TASK PROMPT:
Pull each line holding the word "Панаса" from the data.

Items from a data source:
════════════════════
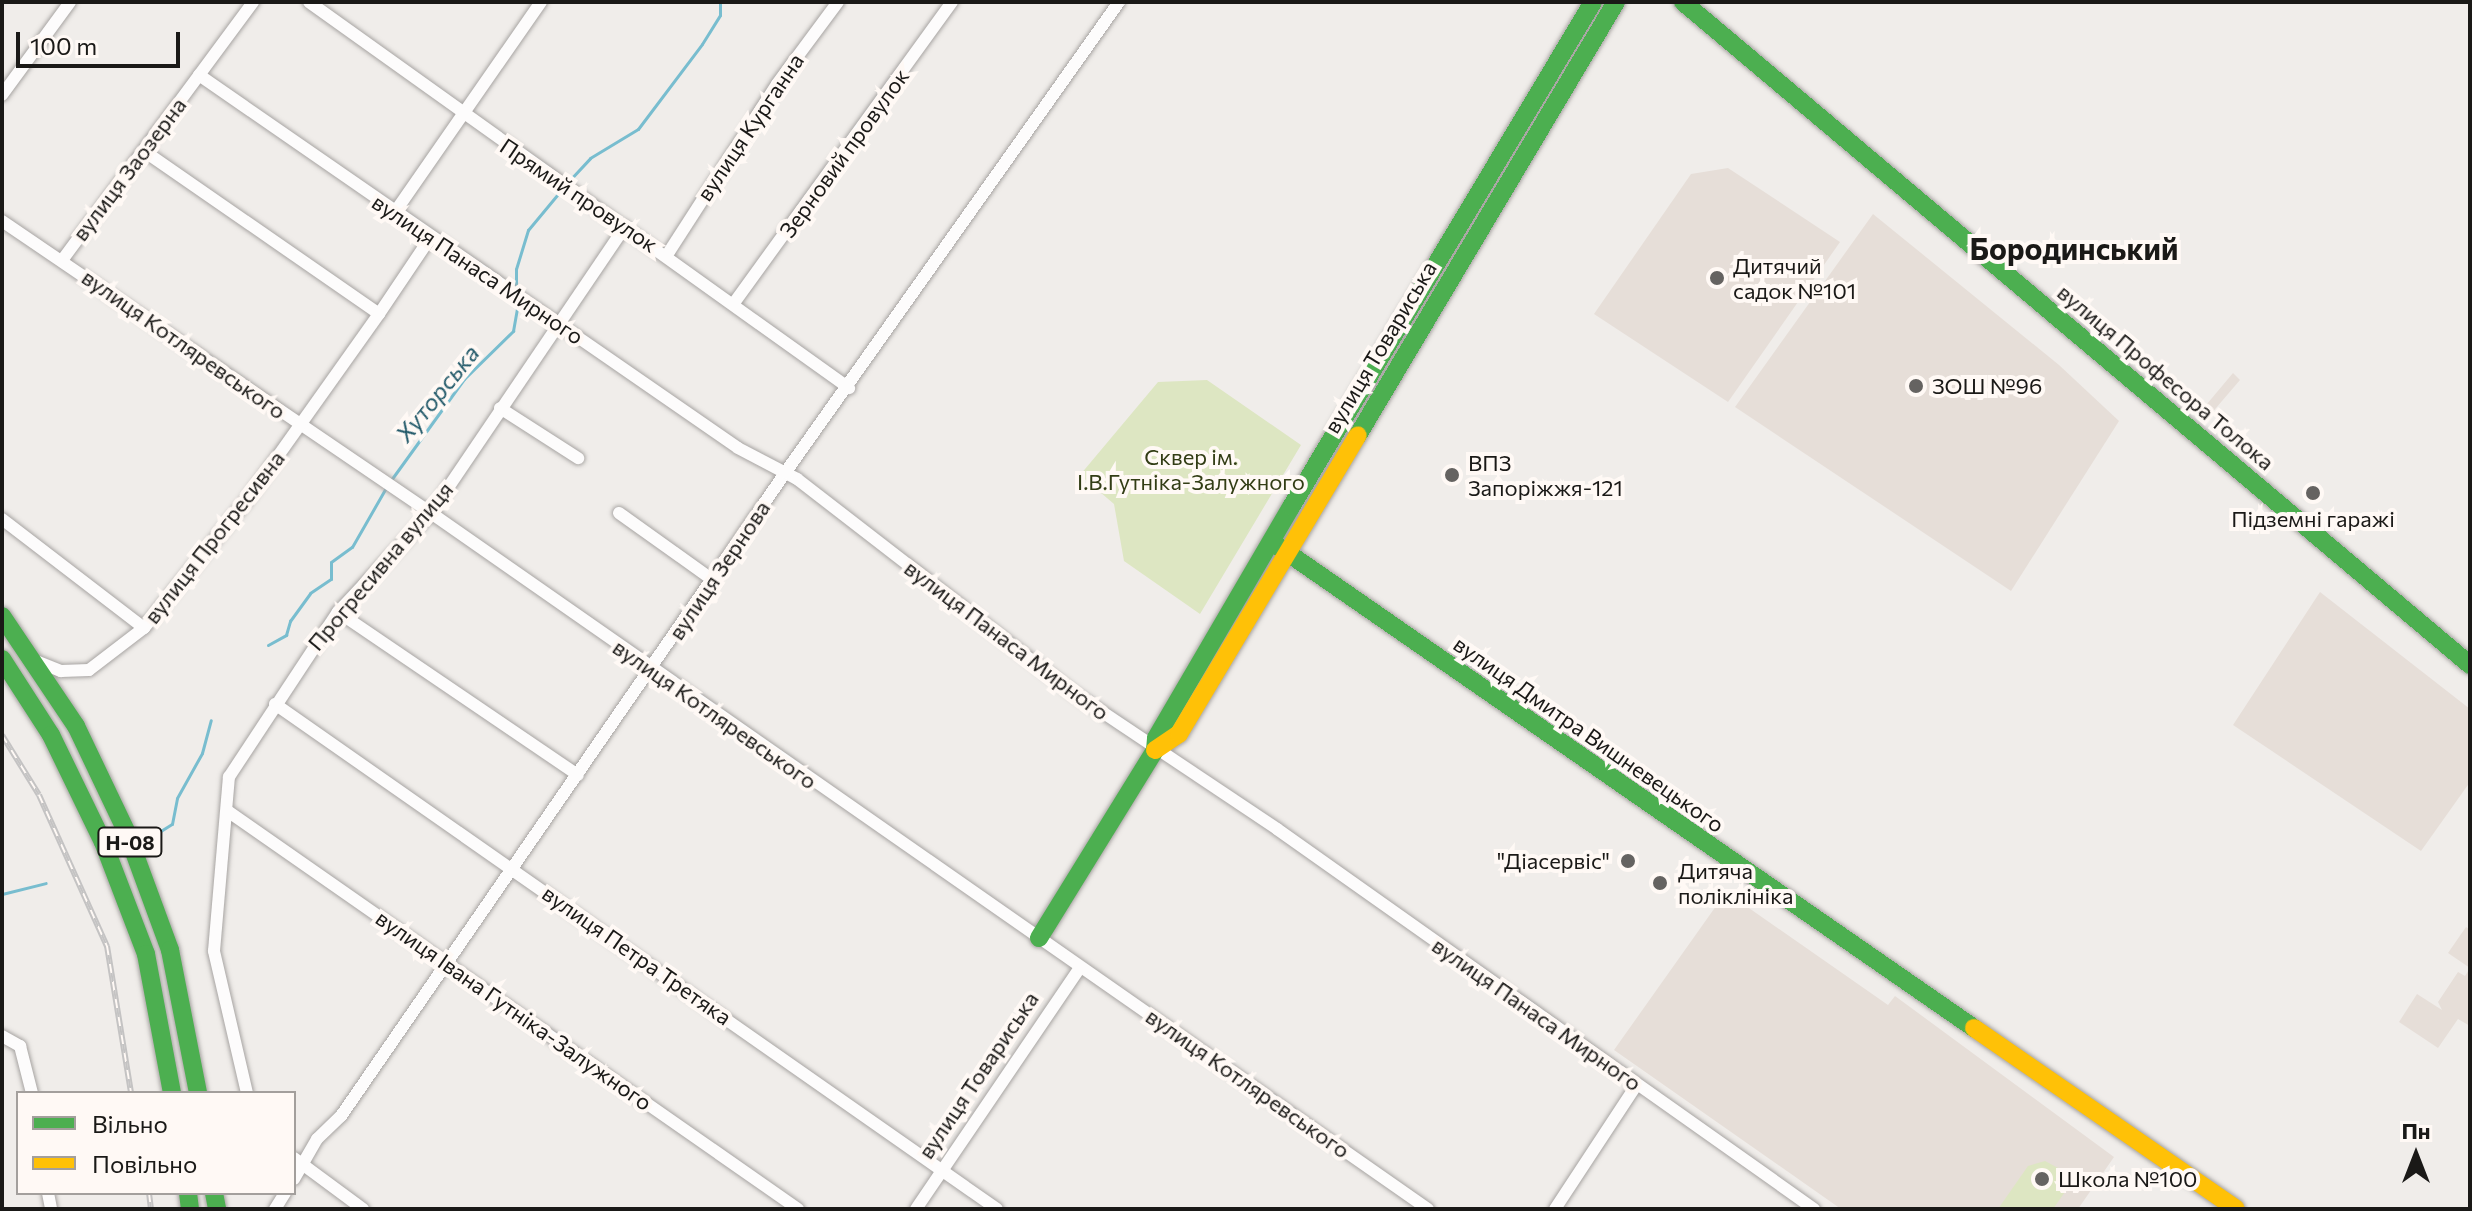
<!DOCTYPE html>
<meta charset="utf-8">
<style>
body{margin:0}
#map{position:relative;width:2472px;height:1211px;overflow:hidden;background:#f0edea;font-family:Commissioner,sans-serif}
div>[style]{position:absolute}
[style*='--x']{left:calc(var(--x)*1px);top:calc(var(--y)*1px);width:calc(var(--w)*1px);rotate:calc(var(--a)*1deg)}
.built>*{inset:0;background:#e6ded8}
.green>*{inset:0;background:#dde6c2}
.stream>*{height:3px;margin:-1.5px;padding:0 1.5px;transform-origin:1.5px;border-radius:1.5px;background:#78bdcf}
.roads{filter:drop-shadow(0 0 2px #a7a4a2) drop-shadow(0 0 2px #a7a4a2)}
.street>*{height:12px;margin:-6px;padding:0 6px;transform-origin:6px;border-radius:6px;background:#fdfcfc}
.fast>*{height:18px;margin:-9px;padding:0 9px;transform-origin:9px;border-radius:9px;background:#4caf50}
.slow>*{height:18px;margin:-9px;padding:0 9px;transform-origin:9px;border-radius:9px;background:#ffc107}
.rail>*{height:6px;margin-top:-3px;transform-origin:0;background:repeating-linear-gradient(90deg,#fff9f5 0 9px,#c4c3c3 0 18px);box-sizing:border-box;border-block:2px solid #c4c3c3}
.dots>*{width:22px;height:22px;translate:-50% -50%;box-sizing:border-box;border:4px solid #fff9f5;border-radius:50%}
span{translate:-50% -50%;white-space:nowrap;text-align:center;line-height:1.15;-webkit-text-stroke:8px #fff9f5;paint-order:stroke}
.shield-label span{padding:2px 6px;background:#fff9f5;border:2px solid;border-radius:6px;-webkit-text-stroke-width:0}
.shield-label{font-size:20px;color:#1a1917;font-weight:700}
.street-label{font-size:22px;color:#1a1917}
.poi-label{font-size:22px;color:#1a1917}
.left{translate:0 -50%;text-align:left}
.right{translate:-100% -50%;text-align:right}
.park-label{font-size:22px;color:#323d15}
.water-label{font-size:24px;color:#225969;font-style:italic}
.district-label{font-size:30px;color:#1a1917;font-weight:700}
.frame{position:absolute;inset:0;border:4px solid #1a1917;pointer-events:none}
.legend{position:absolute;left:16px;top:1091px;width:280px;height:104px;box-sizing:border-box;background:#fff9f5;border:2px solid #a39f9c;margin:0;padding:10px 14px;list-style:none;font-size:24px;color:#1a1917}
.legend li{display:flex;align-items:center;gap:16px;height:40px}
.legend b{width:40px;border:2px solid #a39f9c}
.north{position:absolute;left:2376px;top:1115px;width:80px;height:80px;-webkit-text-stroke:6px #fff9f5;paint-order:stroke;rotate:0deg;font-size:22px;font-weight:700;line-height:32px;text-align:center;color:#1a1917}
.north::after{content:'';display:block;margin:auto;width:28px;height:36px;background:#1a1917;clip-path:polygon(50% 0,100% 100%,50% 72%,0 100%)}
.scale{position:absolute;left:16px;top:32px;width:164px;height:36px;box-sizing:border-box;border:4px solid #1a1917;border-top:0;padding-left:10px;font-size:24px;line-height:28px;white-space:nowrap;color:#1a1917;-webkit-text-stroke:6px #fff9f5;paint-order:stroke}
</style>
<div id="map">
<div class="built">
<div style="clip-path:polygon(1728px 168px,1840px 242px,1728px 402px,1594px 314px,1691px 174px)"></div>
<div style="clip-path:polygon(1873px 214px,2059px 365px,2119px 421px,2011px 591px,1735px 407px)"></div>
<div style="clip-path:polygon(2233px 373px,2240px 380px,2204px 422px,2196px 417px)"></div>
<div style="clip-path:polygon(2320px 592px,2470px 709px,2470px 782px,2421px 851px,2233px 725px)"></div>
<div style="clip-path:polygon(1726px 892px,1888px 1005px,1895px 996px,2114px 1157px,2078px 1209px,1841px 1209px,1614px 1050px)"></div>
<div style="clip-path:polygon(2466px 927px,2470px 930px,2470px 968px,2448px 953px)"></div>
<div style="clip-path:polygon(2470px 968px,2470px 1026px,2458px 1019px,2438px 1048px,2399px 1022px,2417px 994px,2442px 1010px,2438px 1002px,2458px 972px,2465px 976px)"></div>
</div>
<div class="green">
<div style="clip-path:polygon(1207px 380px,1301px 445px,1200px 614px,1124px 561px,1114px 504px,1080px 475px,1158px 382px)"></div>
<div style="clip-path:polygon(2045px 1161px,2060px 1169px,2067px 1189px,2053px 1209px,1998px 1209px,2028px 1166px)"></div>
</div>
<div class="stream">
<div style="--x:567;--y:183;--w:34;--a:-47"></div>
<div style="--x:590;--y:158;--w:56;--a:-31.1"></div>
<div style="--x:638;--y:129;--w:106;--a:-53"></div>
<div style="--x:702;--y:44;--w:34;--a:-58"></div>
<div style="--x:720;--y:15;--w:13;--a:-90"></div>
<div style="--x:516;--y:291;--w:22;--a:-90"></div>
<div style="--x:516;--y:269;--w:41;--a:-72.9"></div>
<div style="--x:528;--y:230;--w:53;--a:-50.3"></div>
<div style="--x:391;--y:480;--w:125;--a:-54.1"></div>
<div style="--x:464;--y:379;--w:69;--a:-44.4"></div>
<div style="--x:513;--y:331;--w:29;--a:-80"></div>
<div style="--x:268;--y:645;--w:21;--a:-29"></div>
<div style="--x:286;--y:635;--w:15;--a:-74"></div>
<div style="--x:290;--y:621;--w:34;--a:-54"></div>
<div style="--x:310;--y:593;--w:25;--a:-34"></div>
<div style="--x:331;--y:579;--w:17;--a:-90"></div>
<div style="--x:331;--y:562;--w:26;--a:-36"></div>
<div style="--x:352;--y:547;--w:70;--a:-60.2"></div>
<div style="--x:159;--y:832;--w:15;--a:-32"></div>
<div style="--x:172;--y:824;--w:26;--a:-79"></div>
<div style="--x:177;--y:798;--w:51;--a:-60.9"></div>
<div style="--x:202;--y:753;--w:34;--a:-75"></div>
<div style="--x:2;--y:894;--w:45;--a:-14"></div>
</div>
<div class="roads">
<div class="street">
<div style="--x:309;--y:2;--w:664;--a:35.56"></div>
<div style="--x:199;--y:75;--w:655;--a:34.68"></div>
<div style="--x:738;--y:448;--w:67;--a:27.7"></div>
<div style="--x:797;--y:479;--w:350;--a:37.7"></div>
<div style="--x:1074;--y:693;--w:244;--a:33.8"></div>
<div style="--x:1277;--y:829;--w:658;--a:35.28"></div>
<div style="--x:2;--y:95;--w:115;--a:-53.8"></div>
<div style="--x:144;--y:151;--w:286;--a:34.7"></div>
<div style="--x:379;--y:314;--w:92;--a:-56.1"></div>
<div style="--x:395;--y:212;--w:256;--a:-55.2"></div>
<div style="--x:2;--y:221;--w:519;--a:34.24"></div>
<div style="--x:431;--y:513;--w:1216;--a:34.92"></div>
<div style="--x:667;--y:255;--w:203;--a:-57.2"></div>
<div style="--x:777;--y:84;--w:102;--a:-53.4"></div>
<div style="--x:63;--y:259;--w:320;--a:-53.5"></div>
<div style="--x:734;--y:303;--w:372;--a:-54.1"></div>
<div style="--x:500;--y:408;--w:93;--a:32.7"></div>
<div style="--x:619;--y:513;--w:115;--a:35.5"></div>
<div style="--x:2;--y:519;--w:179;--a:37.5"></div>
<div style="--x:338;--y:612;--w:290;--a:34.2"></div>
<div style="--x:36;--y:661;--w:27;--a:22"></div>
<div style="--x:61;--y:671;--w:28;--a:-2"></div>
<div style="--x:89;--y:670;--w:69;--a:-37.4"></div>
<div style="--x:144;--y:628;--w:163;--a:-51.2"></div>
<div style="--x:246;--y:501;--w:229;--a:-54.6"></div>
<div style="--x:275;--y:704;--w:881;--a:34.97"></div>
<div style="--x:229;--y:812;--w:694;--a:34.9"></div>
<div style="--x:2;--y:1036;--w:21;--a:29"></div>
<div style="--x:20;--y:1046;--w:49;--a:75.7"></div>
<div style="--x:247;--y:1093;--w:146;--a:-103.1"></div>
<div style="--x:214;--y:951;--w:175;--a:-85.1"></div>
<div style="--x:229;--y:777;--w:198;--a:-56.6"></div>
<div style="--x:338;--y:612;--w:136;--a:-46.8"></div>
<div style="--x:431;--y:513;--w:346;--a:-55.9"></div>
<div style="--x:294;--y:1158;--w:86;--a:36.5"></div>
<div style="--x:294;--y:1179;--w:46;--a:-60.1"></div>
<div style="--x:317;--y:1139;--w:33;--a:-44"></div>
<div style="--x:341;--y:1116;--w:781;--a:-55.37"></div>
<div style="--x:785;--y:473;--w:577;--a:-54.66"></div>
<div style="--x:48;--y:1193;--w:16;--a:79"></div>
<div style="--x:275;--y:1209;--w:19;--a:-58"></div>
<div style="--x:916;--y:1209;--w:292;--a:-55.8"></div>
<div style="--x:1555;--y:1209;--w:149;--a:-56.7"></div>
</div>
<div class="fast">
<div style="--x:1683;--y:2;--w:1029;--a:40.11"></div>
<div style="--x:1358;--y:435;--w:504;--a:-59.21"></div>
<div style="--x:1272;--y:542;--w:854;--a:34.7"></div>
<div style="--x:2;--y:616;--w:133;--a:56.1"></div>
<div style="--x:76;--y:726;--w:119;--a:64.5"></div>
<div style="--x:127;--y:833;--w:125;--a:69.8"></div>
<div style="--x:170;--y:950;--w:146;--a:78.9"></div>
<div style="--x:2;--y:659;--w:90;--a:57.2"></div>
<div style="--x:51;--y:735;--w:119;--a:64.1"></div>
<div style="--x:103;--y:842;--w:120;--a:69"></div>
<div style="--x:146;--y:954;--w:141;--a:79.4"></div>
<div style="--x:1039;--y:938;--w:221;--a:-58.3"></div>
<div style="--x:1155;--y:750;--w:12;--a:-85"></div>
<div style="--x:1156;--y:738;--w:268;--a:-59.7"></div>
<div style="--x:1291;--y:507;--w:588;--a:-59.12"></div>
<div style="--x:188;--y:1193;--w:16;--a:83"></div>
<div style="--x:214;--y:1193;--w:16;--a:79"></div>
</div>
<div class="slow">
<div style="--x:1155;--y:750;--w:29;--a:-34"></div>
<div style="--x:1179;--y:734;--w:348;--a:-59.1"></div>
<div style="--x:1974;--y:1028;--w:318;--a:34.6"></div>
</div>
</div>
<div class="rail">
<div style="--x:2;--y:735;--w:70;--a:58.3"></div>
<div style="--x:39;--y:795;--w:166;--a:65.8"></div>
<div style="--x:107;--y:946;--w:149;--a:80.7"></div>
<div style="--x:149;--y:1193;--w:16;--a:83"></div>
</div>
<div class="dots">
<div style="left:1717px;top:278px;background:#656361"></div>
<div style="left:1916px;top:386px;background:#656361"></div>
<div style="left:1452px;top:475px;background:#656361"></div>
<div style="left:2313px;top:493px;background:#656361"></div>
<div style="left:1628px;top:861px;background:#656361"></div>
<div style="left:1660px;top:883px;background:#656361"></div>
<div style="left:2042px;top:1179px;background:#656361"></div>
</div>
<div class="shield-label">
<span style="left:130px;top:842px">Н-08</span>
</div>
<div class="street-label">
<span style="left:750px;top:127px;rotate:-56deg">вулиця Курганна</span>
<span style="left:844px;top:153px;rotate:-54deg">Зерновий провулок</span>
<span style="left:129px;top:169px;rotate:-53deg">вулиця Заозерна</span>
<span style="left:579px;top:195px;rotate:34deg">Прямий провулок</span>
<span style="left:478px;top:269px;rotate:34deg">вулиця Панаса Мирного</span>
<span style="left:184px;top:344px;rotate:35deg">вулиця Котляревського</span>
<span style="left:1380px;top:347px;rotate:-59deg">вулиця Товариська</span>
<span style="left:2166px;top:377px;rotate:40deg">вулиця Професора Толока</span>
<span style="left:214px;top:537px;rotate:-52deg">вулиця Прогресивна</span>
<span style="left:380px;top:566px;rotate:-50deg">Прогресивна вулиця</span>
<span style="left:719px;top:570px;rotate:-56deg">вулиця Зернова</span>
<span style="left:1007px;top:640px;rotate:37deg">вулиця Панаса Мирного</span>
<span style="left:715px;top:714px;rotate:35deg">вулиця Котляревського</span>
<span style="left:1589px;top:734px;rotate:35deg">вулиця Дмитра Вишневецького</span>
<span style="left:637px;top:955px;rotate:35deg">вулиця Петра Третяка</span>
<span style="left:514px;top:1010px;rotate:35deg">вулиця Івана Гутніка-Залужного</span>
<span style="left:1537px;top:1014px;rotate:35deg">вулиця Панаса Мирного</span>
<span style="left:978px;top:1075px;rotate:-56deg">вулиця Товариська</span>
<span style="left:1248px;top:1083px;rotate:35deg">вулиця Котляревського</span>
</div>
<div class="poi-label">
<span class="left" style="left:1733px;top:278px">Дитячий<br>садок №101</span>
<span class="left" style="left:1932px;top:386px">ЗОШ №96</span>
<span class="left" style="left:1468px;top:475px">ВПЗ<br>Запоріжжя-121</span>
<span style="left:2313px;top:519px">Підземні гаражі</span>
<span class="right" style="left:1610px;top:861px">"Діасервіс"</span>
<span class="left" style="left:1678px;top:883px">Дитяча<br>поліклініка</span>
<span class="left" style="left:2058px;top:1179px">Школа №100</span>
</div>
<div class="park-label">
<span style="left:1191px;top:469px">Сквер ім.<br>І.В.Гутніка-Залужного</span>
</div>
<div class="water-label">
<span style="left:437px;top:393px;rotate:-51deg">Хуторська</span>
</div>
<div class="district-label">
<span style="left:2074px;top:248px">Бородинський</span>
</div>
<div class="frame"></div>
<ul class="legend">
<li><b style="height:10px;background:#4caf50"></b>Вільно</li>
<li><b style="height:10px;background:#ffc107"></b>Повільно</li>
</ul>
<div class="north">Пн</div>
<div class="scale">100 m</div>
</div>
════════════════════
RESPONSE:
<span style="left:478px;top:269px;rotate:34deg">вулиця Панаса Мирного</span>
<span style="left:1007px;top:640px;rotate:37deg">вулиця Панаса Мирного</span>
<span style="left:1537px;top:1014px;rotate:35deg">вулиця Панаса Мирного</span>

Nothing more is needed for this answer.